Lucy Rock: 'We broke down in tears, It is all any of us have ever wanted'
READY TO ROCK: Lucy Rock, centre, and team-mates during the Team Ireland Paris 2024 team training for Rugby Sevens ahead of the Paris 2024 Olympic Games. Pic: Shauna Clinton/Sportsfile
Bad news comes in threes. Around the same time Ireland Women’s Sevens lost three players to the 15s for the Six Nations, Australia dished out a 31-0 defeat in Los Angeles. In the same game, captain Lucy Rock went off after a worrying double cleanout.

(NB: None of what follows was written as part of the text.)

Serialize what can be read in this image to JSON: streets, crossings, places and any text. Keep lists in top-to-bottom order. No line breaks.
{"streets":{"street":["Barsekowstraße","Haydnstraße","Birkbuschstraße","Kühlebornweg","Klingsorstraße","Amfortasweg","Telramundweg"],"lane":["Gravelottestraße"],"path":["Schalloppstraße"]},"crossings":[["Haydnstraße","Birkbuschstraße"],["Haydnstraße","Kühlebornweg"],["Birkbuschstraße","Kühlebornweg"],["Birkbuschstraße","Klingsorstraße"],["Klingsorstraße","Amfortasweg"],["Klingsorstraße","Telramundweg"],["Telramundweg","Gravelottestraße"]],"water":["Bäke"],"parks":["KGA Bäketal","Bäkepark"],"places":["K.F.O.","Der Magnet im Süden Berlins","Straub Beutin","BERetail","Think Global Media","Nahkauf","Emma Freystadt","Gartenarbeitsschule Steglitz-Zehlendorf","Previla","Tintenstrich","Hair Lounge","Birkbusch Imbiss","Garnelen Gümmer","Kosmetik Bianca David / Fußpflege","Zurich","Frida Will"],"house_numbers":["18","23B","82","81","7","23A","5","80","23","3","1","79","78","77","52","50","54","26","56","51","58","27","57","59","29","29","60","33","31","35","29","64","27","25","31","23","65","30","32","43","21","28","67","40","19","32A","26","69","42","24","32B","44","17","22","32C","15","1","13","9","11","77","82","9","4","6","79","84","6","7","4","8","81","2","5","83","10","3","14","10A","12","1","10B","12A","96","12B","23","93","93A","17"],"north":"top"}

Rock will captain a 12-player group at the Olympic Games this summer. The Women’s tournament kicks off at the Stade de France on July 28. Rock has been involved since 2015.
She was part of the outfit that missed out on qualification in 2019. That was devastating. Despite the fact that they secured their spot in Paris last year, much of this season has also been tortuous.
“It has been a long couple of months and at times it hasn’t been good, but (I’m) getting there,” she said.
“I have some of the best medical brains I have ever met in my life looking after me. So, it is great and I’m getting back into doing stuff with the girls again which is really nice. Starting to feel like a rugby player again.”
The initial injury was a hamstring tear. The road from to France was not straightforward.
“I had a re-injury at another stage afterwards and that left us with a tight timeline. I work with a guy, Einar Einarsson is his name, that has come into the IRFU and he is one of the most clever minds I’ve ever met in my life but he is also an incredibly witty man. We have a great time together.
“Between him and the rest of the medical staff I’ve been looked after so well and instantly it was, ‘we’re going to do everything in our power,’ So, once you have that reassurance then it just came down to day-by-day and just trying to do what I could.”
Consider that terrifying low point. The time she spent not feeling like a rugby player. Sure, she was around the group, but training was typically made up of one-to-one sessions with rehab specialists.
“It has tested me mentally more than the rest of my career has to date. So hopefully I am in a very resilient place then mentally and it has given me good perspective I think coming into the Olympics.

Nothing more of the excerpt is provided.